This article presents a naive but informative benchmark comparing traditional OCR technologies with Vision Language Models (VLMs) for processing scanned documents. Using the FUNSD dataset of noisy scanned forms, the study evaluates 10 different OCR solutions across multiple metrics including text similarity, word error rate, character error rate, and processing time. The results show VLMs (particularly Qwen and Mistral) significantly outperform traditional OCR methods in accuracy, especially for complex layouts and poor scan quality, though at the cost of longer processing times. The article provides practical recommendations for when to use each approach based on document complexity, volume requirements, and cost considerations. Complete benchmark code is available on GitHub for further exploration and improvement.
This article will be the steping stone for a long series of articles about designing a robust and highly efficient knowledge base.
Why did i start with this benchmark ? Because Scanned documents are a huge pain to deal with and are still a huge part of the work of a lot of companies.
When i first searched for this subject, i found a surprising lack of comprehensive benchmarks comparing traditional OCR methods with VLM-based approaches, particularly for scanned document processing.
Which motivated me to create this quick/naive benchmark.

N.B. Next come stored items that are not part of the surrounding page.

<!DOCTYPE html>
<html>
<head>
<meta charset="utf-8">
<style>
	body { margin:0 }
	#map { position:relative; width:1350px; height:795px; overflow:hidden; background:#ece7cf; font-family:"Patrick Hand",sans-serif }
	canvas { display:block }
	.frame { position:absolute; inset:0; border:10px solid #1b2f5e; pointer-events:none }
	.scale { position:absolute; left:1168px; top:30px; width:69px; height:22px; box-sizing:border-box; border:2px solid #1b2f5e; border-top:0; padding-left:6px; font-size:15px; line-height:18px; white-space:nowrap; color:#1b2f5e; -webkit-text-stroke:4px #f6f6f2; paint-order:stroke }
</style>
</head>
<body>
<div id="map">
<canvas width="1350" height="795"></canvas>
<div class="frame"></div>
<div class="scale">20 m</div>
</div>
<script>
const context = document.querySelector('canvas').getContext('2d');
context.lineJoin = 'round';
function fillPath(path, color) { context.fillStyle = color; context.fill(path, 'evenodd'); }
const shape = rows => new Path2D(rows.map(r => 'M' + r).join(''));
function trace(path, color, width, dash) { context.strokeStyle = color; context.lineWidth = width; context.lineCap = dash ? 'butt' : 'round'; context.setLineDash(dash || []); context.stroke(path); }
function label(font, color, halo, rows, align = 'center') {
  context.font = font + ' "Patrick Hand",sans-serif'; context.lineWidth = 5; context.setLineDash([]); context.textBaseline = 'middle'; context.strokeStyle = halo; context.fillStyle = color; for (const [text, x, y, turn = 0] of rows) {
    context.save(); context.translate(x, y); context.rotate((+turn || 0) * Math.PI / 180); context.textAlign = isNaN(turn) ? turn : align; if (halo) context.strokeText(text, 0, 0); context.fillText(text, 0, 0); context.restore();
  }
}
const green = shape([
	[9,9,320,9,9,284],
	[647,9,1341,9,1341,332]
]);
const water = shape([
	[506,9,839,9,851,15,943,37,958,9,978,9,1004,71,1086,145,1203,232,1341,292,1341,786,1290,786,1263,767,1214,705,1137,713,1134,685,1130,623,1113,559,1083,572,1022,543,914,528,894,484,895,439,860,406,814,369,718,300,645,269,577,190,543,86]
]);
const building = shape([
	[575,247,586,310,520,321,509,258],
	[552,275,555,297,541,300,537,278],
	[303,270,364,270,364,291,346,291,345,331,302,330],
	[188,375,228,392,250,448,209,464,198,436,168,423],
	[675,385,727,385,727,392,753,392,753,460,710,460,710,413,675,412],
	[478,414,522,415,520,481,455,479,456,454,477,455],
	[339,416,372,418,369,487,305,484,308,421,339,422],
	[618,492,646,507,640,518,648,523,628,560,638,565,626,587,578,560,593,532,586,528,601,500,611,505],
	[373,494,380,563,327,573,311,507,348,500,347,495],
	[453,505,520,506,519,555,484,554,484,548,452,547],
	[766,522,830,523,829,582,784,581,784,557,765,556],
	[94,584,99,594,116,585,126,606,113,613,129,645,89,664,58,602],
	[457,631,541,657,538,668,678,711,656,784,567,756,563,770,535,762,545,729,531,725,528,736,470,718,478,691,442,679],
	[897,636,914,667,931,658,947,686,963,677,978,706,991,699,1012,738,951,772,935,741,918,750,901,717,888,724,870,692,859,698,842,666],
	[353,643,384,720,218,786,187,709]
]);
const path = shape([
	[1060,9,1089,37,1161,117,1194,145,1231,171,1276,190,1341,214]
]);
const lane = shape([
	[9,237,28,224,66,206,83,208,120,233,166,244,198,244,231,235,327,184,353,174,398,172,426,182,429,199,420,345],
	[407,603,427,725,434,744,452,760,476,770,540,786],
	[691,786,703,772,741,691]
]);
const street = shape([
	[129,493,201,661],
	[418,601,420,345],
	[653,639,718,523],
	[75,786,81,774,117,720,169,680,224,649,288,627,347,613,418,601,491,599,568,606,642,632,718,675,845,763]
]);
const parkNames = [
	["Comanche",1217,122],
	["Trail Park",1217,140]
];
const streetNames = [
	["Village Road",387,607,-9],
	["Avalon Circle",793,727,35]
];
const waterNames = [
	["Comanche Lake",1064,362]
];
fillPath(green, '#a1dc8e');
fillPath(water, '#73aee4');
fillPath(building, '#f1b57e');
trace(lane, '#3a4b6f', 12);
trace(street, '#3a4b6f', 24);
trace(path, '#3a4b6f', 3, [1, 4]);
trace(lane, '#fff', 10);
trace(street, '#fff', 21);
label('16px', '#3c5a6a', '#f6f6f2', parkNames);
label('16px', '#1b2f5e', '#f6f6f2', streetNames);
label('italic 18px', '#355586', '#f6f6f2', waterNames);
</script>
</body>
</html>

Why naive? because i didn't want to spend time on this, so i just used the funsd dataset and a few models. I also didn't do any pre-processing of the images since i was just looking for a quick benchmark and pre-processing is a whole can of worms.

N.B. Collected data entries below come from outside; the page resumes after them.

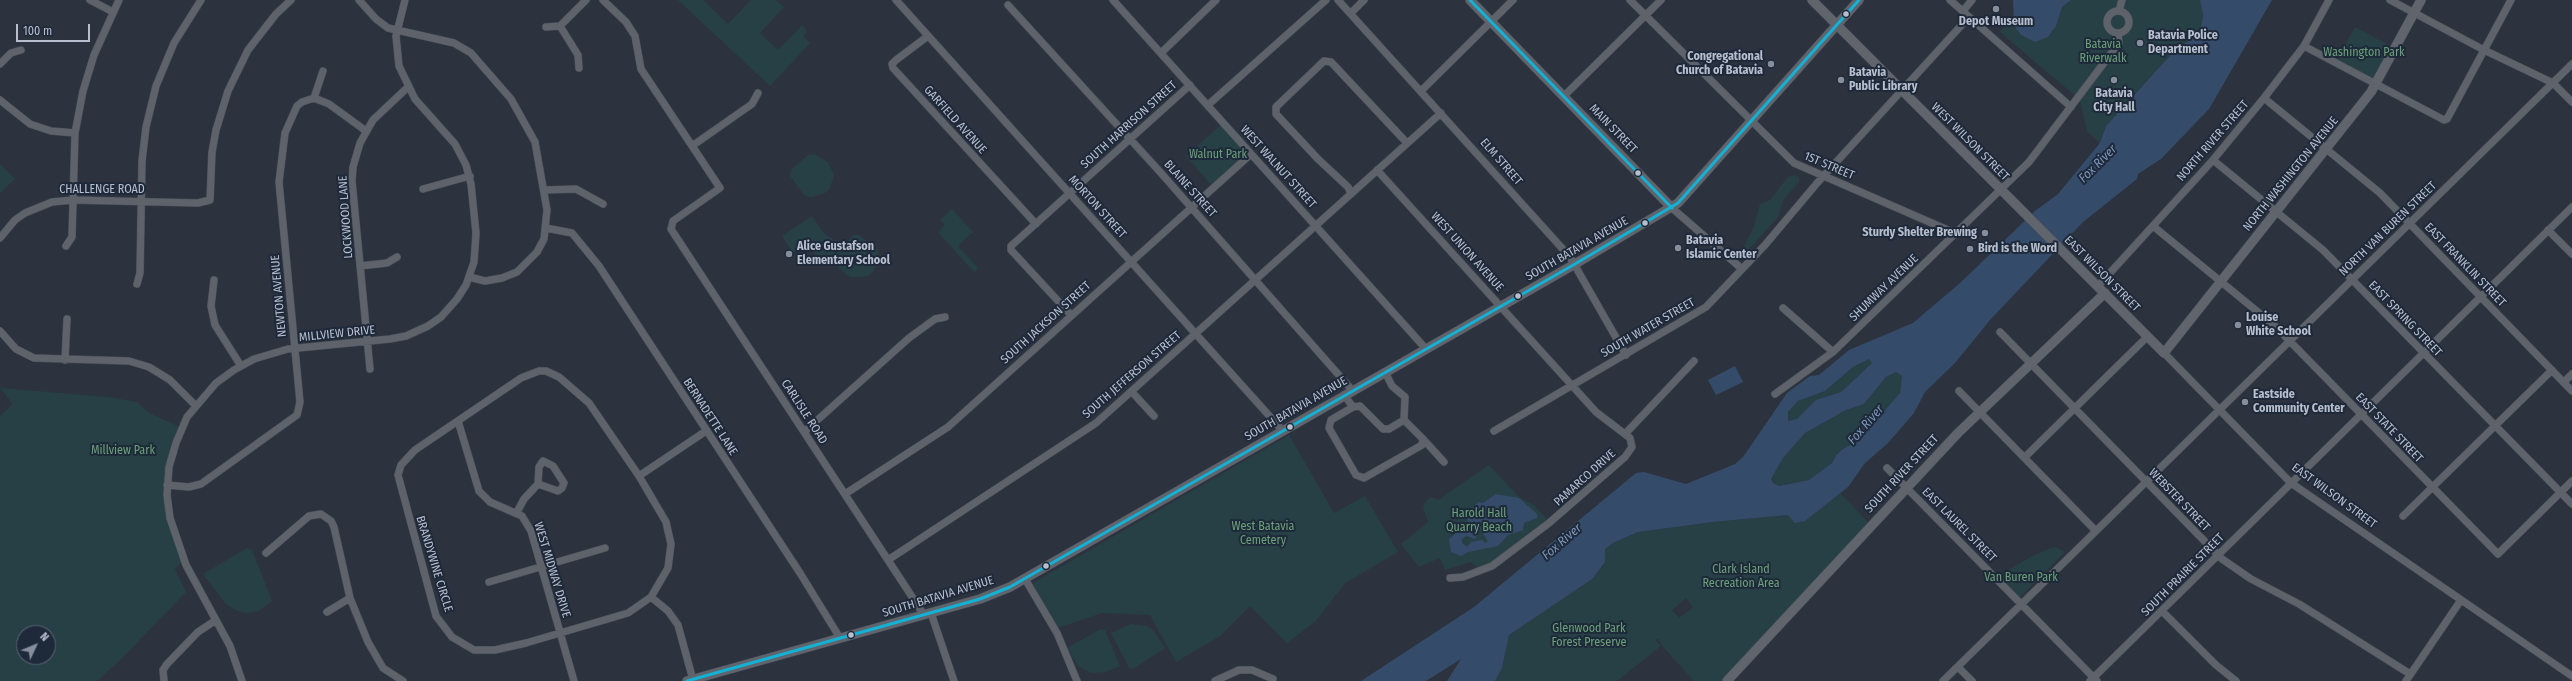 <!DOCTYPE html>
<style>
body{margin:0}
#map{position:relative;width:2572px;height:681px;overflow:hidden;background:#2c333e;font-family:"Fira Sans Condensed",sans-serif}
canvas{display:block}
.north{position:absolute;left:16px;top:625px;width:40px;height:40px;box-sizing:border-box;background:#1e293a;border:1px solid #5b6575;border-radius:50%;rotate:46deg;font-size:11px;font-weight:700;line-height:16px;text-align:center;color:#b7bfce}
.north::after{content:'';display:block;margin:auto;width:14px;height:18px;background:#868e9c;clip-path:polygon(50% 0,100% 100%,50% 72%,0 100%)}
.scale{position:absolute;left:16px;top:24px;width:74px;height:18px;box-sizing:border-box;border:2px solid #b7bfce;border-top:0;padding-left:5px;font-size:12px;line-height:14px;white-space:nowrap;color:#b7bfce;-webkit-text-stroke:3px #1e293a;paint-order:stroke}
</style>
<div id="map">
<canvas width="2572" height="681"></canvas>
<div class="north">N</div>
<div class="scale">100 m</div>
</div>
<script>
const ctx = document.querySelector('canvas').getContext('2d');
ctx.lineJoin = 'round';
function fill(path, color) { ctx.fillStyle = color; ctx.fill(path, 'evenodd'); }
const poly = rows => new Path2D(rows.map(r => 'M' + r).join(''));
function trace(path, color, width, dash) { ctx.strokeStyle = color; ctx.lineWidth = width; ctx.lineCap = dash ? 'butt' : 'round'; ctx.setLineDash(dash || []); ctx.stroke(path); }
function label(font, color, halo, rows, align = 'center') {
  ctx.font = font + ' "Fira Sans Condensed",sans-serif'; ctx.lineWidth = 4; ctx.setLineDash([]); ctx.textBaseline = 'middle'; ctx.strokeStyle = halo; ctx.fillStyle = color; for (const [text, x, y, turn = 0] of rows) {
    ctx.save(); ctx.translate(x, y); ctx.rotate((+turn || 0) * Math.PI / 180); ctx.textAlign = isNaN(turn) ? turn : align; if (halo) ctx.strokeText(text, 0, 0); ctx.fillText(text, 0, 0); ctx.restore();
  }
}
const green = poly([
 [678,0,703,0,728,24,751,0,776,0,784,7,760,33,778,50,802,25,807,31,803,36,810,43,770,86],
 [2071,0,2200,0,2202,8,2203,26,2200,34,2176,49,2106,126,2100,143,2087,131,2080,100,2000,32,2008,22,2013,21,2018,32,2024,37,2053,32,2062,7],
 [2355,27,2392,47,2374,80,2337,60],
 [1223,123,1250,154,1213,187,1186,156],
 [809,154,816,155,828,162,834,175,830,188,825,193,812,197,805,196,790,176,791,170],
 [0,164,15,179,0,193],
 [1793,175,1799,177,1799,182,1784,199,1778,217,1741,258,1740,255,1754,226,1760,204,1770,200,1787,178],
 [952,209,973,232,958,246,978,268,974,272,938,232,945,225,940,220],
 [812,216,823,232,841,246,827,264,808,248,811,241,793,253,782,236],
 [853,235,859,235,878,250,878,264,870,275,864,277,850,277,839,268,837,261,836,254],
 [1869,359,1872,363,1870,365,1841,392,1829,395,1795,421,1788,421,1788,412,1798,401,1825,391,1853,367],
 [1896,372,1902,375,1900,393,1857,442,1844,448,1837,454,1832,463,1809,480,1779,486,1773,483,1771,479,1783,458,1805,433,1846,410,1864,404,1886,377],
 [0,388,108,397,137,402,149,413,180,427,164,487,182,561,175,569,186,592,119,661,97,681,0,681,0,416,13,404],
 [24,633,48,633,48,657,24,657],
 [1289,435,1334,513,1365,496,1398,552,1345,583,1316,621,1287,643,1250,606,1220,636,1176,662,1150,615,1102,613,1058,628,1031,584],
 [1489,465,1519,497,1534,505,1547,519,1495,560,1479,569,1470,562,1445,570,1440,558,1419,567,1401,544,1428,522,1423,507,1426,501,1431,497,1438,500],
 [1840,493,1869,523,1722,681,1694,681,1663,647,1658,638,1655,640,1661,646,1617,681,1495,681,1502,668,1509,635,1605,562,1605,549,1613,543,1638,532,1713,522,1788,515,1824,505],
 [1686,598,1693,607,1679,618,1672,610],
 [2055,547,2065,552,2019,598,1998,576,2034,555],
 [247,548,252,550,272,601,259,611,246,613,235,610,225,603,203,574],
 [1131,624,1146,626,1153,630,1165,648,1133,669,1129,668,1111,633],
 [1101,629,1105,630,1120,666,1105,672,1092,673,1078,666,1067,648]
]);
const water = poly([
 [2013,0,2071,0,2062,7,2056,26,2048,37,2035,42,2021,35,2014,26],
 [2200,0,2272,0,2209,109,2161,159,2138,174,2137,179,2083,222,1990,320,1955,363,1925,392,1914,413,1888,443,1865,463,1848,487,1805,521,1795,523,1788,515,1713,522,1638,532,1613,543,1605,549,1605,562,1592,579,1509,635,1502,668,1495,681,1447,681,1461,659,1426,681,1361,681,1474,607,1636,473,1644,472,1686,484,1735,464,1743,457,1787,393,1810,376,1819,375,1849,350,1913,323,1960,283,2035,211,2058,194,2100,143,2106,126,2176,49,2200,34,2203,15],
 [1869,359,1872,363,1870,365,1841,392,1816,400,1797,419,1788,421,1788,412,1798,401,1825,391,1853,367],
 [1896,372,1902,376,1900,393,1857,442,1844,448,1837,454,1832,463,1809,480,1779,486,1773,483,1771,479,1783,458,1805,433,1846,410,1864,404,1886,377],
 [1735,366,1743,382,1716,395,1708,380],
 [1496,494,1519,498,1537,514,1537,518,1524,523,1523,530,1508,535,1498,546,1468,552,1461,556,1451,552,1449,539,1468,522,1466,516,1478,502,1483,503],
 [1480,529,1488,541,1485,543,1482,540,1471,542,1467,547,1462,543,1462,539,1466,536,1475,539]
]);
const minor = poly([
 [90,0,113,12],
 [359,0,376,19,388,28,454,43,471,53,511,99,535,142,547,210,544,239,537,252,517,272,502,278,485,281,469,277],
 [603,0,626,22,635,36,641,69,720,188,673,221,671,229,924,615],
 [896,0,1282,430],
 [1113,0,1426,349],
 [1338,0,1570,257,1626,355],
 [1630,0,1794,163,1957,234],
 [1950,0,2071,107],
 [2390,0,2484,50,2553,83,2572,102],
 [1008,5,1161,173,1352,390],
 '2107 22a11 11 0 1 1 22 0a11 11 0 1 1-22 0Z',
 [1963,11,1972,0],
 [2119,11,2122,0],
 [1351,13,1364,0],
 [560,26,578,55,579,68],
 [546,27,560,26,586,0],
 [928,36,896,60,892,64,893,68,1036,224],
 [2304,46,2444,120,2447,119,2511,0],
 [1161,53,1216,0],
 [0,64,11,53,21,50],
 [1421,91,1513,0],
 [1564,96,1661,0],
 [314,98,323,71],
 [2264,98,2380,193,2572,391],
 [0,100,30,124,51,131,75,133],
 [1208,105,1326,0],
 [692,146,752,104,758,93],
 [2213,160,2323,250,2572,504],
 [1377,170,1596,412,1630,438,1632,447,1625,457,1549,523,1492,566,1463,577,1450,578],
 [423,189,470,176],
 [545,190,576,189,603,204],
 [1351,194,1348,187,1318,159,1276,114,1276,107,1324,61,1331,62,1407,143],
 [1672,208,1742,269],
 [2153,226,2275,326,2498,554,2572,481],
 [546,228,572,233,599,266,800,573,840,638],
 [2548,230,2572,254],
 [0,238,15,220,25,213,52,202,73,200,198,203,210,200,212,152,216,130,228,91,248,50,276,14,291,0],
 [66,246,72,237,75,133,83,91,94,55,119,0],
 [360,266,387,263,397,257],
 [214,280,211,306,215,325,241,366],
 [137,284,140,273,142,161,146,127,156,86,174,43,201,0],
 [2098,286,2213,160,2264,98,2304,46,2329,0],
 [1783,308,1833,352],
 [1071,315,1011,250,1011,246,1190,85],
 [0,331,16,349,34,358,129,361,149,367,170,380,195,405],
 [2000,332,2222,559,2251,579,2299,604,2410,674],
 [2164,353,2291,483,2572,676],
 [65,360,67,319],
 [370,369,352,181,353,167,360,143,373,120,408,87],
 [539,371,546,371,559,377,589,403,639,476,666,522,671,544,668,568,651,597,628,613,526,643,495,650,474,650,452,637,436,616,398,475,401,465,415,450,521,378,539,371],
 [1385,372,1392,386,1405,397,1404,420],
 [2564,382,2572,374],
 [1959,391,2095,530],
 [1132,392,1154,416],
 [1775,394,1833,352,2029,162,2119,43,2118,33],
 [1344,395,1353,407,1331,420,1329,428,1356,475,1364,478,1422,445,1423,439,1404,420,1389,429,1383,429,1360,406,1353,407],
 [458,421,479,491,490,502,522,516,531,531,574,681],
 [1494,431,1706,307,1765,245,1818,182,1969,17],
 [804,432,909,338,935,319,945,317],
 [1625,434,1694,361],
 [1423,439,1444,462],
 [2025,457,2147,337],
 [1887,468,2097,681],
 [639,476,706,431],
 [167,485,189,487,201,484,297,415,300,402,279,182,285,133,297,106,302,102,314,98,329,104,366,131],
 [845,494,948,427,1251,154],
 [517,512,524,499,538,484,558,491,562,488,564,483,553,466,543,461,539,467,538,484],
 [2403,516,2552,370],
 [266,553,309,516,321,514,331,521,334,527,350,598,368,642,383,668,403,681],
 [888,560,1096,423,1441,113],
 [1025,579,1057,633,1077,681],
 [489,582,605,548],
 [651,597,668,611,678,625,693,680],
 [2162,611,2216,665,2236,681],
 [327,612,350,598],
 [931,613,954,681],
 [1958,667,1972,681],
 [164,681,163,670,167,664,198,632,216,620],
 [242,681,230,646,186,565,170,518,167,495,169,467,176,443,187,417,216,383,234,370,254,359,288,349,390,339,406,336,428,326,441,317,457,299,466,285,474,262,476,233,471,184,466,165,455,144,415,99,399,66,396,36,405,0],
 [1215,681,1239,670,1252,670,1273,679],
 [1943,681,2572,64],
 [2090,681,2572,207],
 [2406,681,2461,600]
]);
const major = poly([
 [1470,0,1672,208],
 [1812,0,2164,353,2371,92,2421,0],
 [687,681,980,599,1010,587,1575,264,1678,203,1859,0],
 [1727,681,1958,433,2105,293]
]);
const bus1 = poly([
 [1470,0,1672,208],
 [687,681,980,599,1010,587,1575,264,1678,203,1859,0]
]);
const markers = [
 [1996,9,4,"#868e9c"],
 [1846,14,3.5,"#b7bfce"],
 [2140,43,4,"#868e9c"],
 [1771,64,4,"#868e9c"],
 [1841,80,4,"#868e9c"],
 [2114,80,4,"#868e9c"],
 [1638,173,3.5,"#b7bfce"],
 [1645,223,3.5,"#b7bfce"],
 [1985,233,4,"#868e9c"],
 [1678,248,4,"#868e9c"],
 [1970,249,4,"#868e9c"],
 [789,254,4,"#868e9c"],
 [1518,296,3.5,"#b7bfce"],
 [2238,325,4,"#868e9c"],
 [2245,402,4,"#868e9c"],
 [1290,427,3.5,"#b7bfce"],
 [1046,566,3.5,"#b7bfce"],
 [851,635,3.5,"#b7bfce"]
];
const poiNames = [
 ["Depot Museum",1996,22,"center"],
 ["Batavia Police",2148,36],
 ["Department",2148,50],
 ["Congregational",1763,57,"right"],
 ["Church of Batavia",1763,71,"right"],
 ["Batavia",1849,73],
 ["Public Library",1849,87],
 ["Batavia",2114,94,"center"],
 ["City Hall",2114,108,"center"],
 ["Sturdy Shelter Brewing",1977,233,"right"],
 ["Batavia",1686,241],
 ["Islamic Center",1686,255],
 ["Alice Gustafson",797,247],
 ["Elementary School",797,261],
 ["Bird is the Word",1978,249],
 ["Louise",2246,318],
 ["White School",2246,332],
 ["Eastside",2253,395],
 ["Community Center",2253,409]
];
const parkNames = [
 ["Batavia",2103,45],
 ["Riverwalk",2103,59],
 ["Washington Park",2364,53],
 ["Walnut Park",1218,155],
 ["Millview Park",123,451],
 ["Harold Hall",1479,514],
 ["Quarry Beach",1479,528],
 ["West Batavia",1263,527],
 ["Cemetery",1263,541],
 ["Clark Island",1741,570],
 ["Recreation Area",1741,584],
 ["Van Buren Park",2021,578],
 ["Glenwood Park",1589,629],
 ["Forest Preserve",1589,643]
];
const streetNames = [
 ["GARFIELD AVENUE",955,120,48],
 ["SOUTH HARRISON STREET",1129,125,-42],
 ["MAIN STREET",1613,129,46],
 ["NORTH RIVER STREET",2213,141,-49],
 ["WEST WILSON STREET",1970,142,45],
 ["ELM STREET",1501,162,49],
 ["1ST STREET",1829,166,23],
 ["WEST WALNUT STREET",1278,167,48],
 ["NORTH WASHINGTON AVENUE",2291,174,-51],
 ["BLAINE STREET",1190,189,48],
 ["CHALLENGE ROAD",102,190],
 ["MORTON STREET",1097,207,48],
 ["LOCKWOOD LANE",346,217,-94],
 ["NORTH VAN BUREN STREET",2388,229,-44],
 ["SOUTH BATAVIA AVENUE",1577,249,-30],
 ["WEST UNION AVENUE",1467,252,48],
 ["EAST FRANKLIN STREET",2465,265,46],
 ["EAST WILSON STREET",2102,274,45],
 ["SHUMWAY AVENUE",1884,288,-44],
 ["NEWTON AVENUE",279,296,-95],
 ["EAST SPRING STREET",2405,319,46],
 ["SOUTH JACKSON STREET",1046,323,-42],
 ["SOUTH WATER STREET",1648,328,-30],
 ["MILLVIEW DRIVE",337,334,-6],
 ["SOUTH JEFFERSON STREET",1132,375,-41],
 ["SOUTH BATAVIA AVENUE",1296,409,-30],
 ["CARLISLE ROAD",804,412,57],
 ["BERNADETTE LANE",710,417,57],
 ["EAST STATE STREET",2389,428,46],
 ["SOUTH RIVER STREET",1902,474,-47],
 ["PAMARCO DRIVE",1585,478,-42],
 ["EAST WILSON STREET",2334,496,36],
 ["WEBSTER STREET",2179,500,46],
 ["EAST LAUREL STREET",1959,525,45],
 ["BRANDYWINE CIRCLE",434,564,73],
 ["WEST MIDWAY DRIVE",552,570,73],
 ["SOUTH PRAIRIE STREET",2183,575,-45],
 ["SOUTH BATAVIA AVENUE",938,597,-17]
];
const waterNames = [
 ["Fox River",2098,164,-45],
 ["Fox River",1866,425,-49],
 ["Fox River",1562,542,-41]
];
fill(green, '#274045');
fill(water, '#354b6a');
trace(minor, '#494e56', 8);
trace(major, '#4a505a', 10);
trace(minor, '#5d626b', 7);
trace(major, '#5f646d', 9);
trace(bus1, '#13b2d5', 3);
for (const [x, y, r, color] of markers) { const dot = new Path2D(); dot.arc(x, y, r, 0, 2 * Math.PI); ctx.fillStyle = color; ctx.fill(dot); trace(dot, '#1e293a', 1.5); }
label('bold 12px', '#b7bfce', '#1e293a', poiNames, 'left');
label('12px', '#6ba178', '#1e293a', parkNames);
label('12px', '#b7bfce', '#1e293a', streetNames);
label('italic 13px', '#7c95b8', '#1e293a', waterNames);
</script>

I explored some quick preprocessing like denoising, binarization, and resizing, but i didn't spend time on it since i was not seeing a huge difference in accuracy. ( sometimes even a big drop in accuracy)
This gap prompted me to create a quick benchmark comparing various OCR technologies against ground truth data from the FUNSD dataset (Form Understanding in Noisy Scanned Documents), with a specific focus on understanding how VLMs perform relative to established OCR methods.
The point is mainly to see how well VLMs perform compared to traditional OCR methods.
On this post, we will focus on the benchmark and the results
as the hole code is available on github with an exhaustive Readme on how to recreate and use it locally.
Don't hesitate to clone and improve it and issue a PR :)
I tried creating a quick benchmarking toolkit that evaluates multiple OCR methods across several key metrics
Compared 10 different OCR solutions across three categories:
- Traditional OCR engines (Tesseract)
- Deep learning OCR models (EasyOCR, PaddleOCR, DocTR, Docling, KerasOCR)
- Vision-Language Models (Qwen, Mistral, Pixtral, Gemini)
- Amazon Textract (for comparison)
Used the FUNSD dataset of noisy scanned forms with precise annotations for consistent evaluation.
Example of images from the dataset:
Assessed performance using complementary metrics including text similarity, word error rate (WER), character error rate (CER), common word accuracy, and processing time.
Generated ground truth from both dataset annotations and VLM ( Gemini 2.5 with reflection) outputs to provide multiple reference points.
The benchmark uses the FUNSD (Form Understanding in Noisy Scanned Documents) dataset, which consists of noisy scanned forms with annotations for text, layout, and form understanding tasks.
You can find the complete reproducible sampling process from the FUNSD dataset in github.
This ensures consistent testing across OCR methods and enables others to replicate the benchmark using the same document set i did.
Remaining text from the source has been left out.